6
$\begingroup$

Normal CW is just carrier on/off; this means simple transmitters are possible. The BFO of the receiver is adjusted to give a tone in the speaker within the audio passband. Narrow band filtering is done and noise performance is good.

I have seen some schemes where the carrier is Amplitude modulated with an Audio tone of say 440Hz and this is demodulated in an AM receiver. Why would one do this? Is there any communications effectiveness advantage of this tone modulated approach? Surely it uses more bandwidth with the carrier and the two sidebands which is not good, but is there any upside, even when more sophisticated demod schemes are considered?

$\endgroup$
2
  • 1
    $\begingroup$ All as you say. The only reason I can imagine is aircraft bearing equipment. $\endgroup$
    – user16925
    Commented Nov 6, 2021 at 10:29
  • 4
    $\begingroup$ The modulation you describe is formally known as modulated continuous wave (MCW). $\endgroup$
    – Kevin Reid AG6YO
    Commented Nov 6, 2021 at 15:45

3 Answers 3

6
$\begingroup$

As a mode for communication, as you say, it's pretty redundant and inefficient. I've never heard of it being used seriously.

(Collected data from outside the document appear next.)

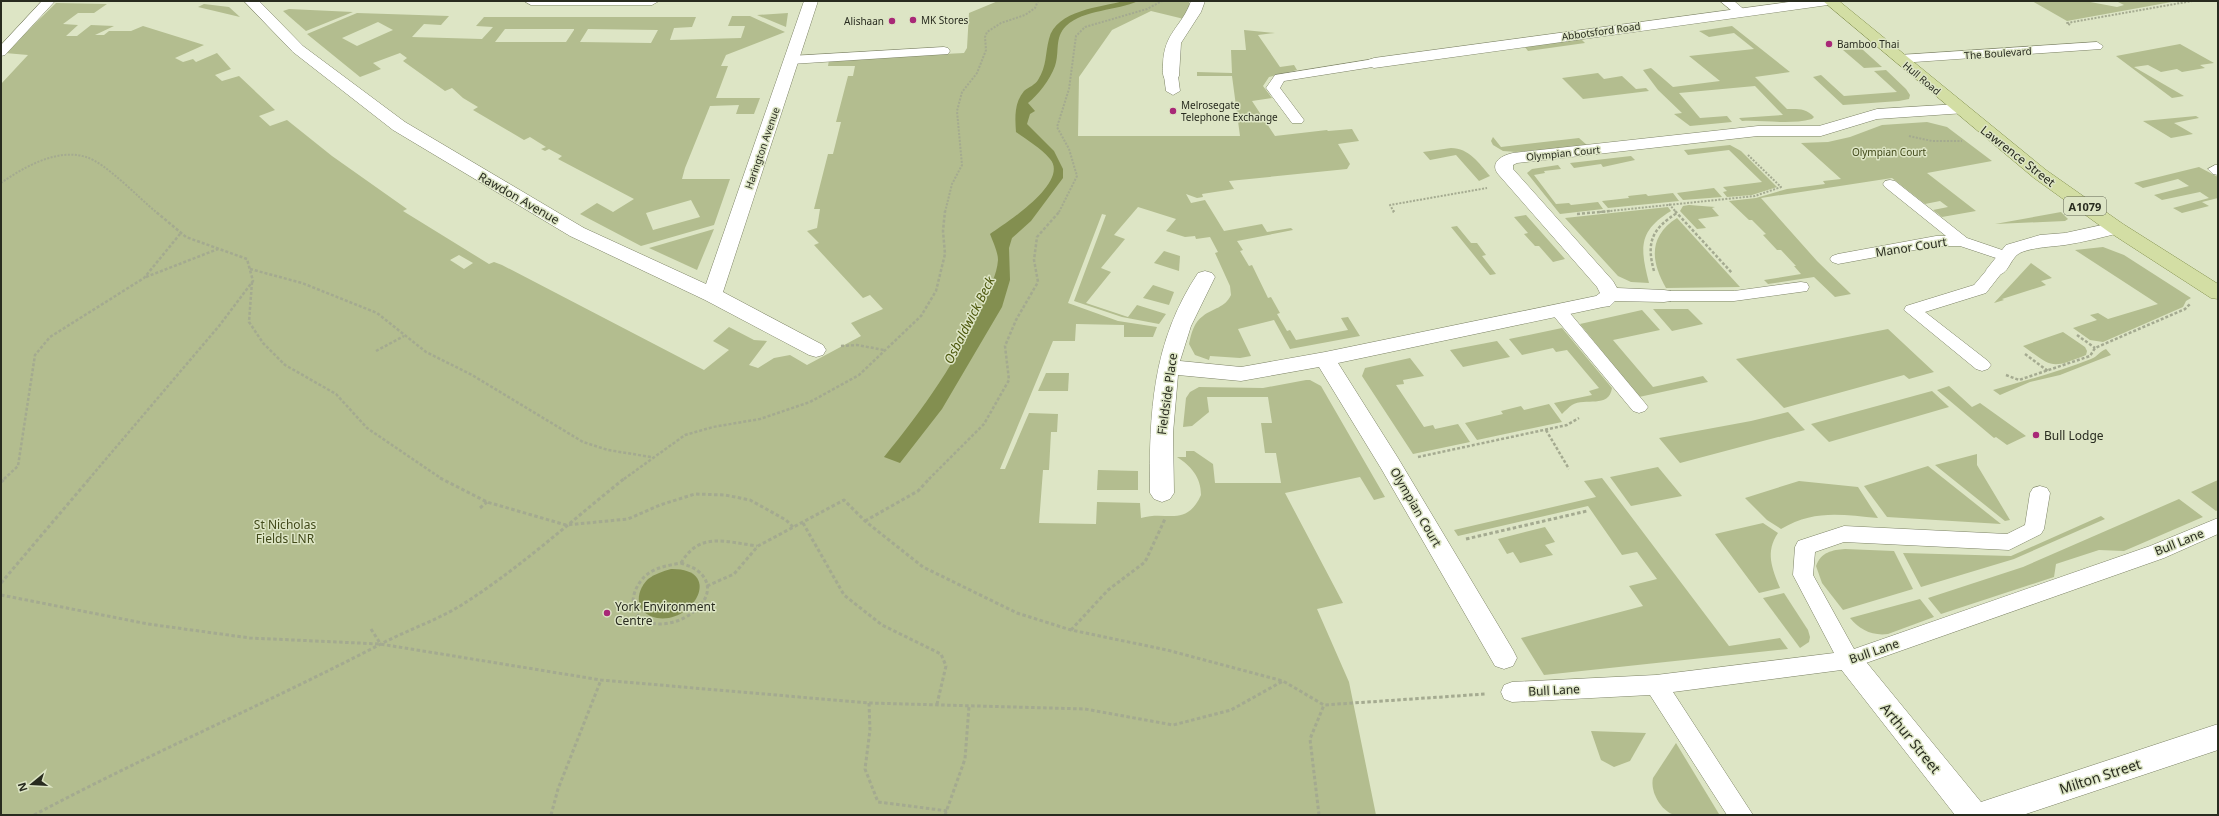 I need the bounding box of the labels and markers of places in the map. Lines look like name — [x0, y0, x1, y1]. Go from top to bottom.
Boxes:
place label: MK Stores — [921, 13, 969, 27]
place label: Alishaan — [844, 14, 884, 28]
marker: MK Stores — [908, 15, 918, 25]
marker: Alishaan — [887, 16, 897, 26]
place label: Bamboo Thai — [1837, 37, 1899, 51]
marker: Bamboo Thai — [1824, 39, 1834, 49]
place label: Melrosegate Telephone Exchange — [1181, 98, 1278, 124]
marker: Melrosegate Telephone Exchange — [1168, 106, 1178, 116]
place label: Bull Lodge — [2044, 427, 2104, 444]
marker: Bull Lodge — [2031, 430, 2041, 440]
place label: York Environment Centre — [615, 598, 716, 629]
marker: York Environment Centre — [602, 608, 612, 618]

Occasionally people might hold a morse code practice class and transmit the sound of morse code on a 2 m FM channel. Presumably because FM radios are what the students have, and perhaps they're not yet allowed to transmit on HF. This idea could extend to AM... maybe.

But one place you will regularly hear morse code as an amplitude modulated tone, is on a Non-directional beacon. These are transmitters set up on long or medium wave, 190 - 535 kHz. An aircraft uses a direction finder to get a bearing to each beacon. This allows them to locate themselves and fly routes from beacon to beacon, pre-GPS and still today without GPS.

Each NDB in an area is assigned a different frequency, so the pilot can dial in which one they want to check, but they also identify themselves with a few morse code letters. These are amplitude modulated for identification, because they don't want to turn the carrier off at all. DF works best with a continuous carrier. The signals are strong, which is required for DF, so no problem with efficiency. And an AM tone is easy to demodulate and decode.

I used to scan around for these in my car (its radio went down to 150 kHz) and try to figure out which airport was which, based on the cryptic two letter codes.

$\endgroup$
1
  • 4
    $\begingroup$ Some more aviation facts that might be of interest: VOR, another aircraft navigation signal, also includes morse code in the same way as you describe for NDBs. Charts have dots-and-dashes printed next to the station so pilots don't have to remember the code. $\endgroup$
    – Kevin Reid AG6YO
    Commented Nov 6, 2021 at 15:42
3
$\begingroup$

One significant advantage (probably the biggest one) of transmitting Morse as an AM tone rather than a simple carrier on-off is that the simplest radio receivers (crystal sets and other single-stage detectors) can receive AM, but can't hear a tone for true CW.

This is because they don't have any internal oscillator -- these simple sets just rectify the signal to high frequency pulsating DC, and depend on the physics of the circuit and the headphone or speaker to distort that into audio frequency -- but without an internal oscillator, there's no audio frequency produced by these simple receivers.

Even a "modern" (post 1930 or so) superheterodyne receiver can't make CW audible, because the internal oscillator, is at IF, 455 kHz in the common ones for broadcast band, and that can't produce an audible tone with any reasonably accessible tuning method. Rather, it depends on a detector after the internal oscillator has extracted the IF from the (usually) medium wave carrier.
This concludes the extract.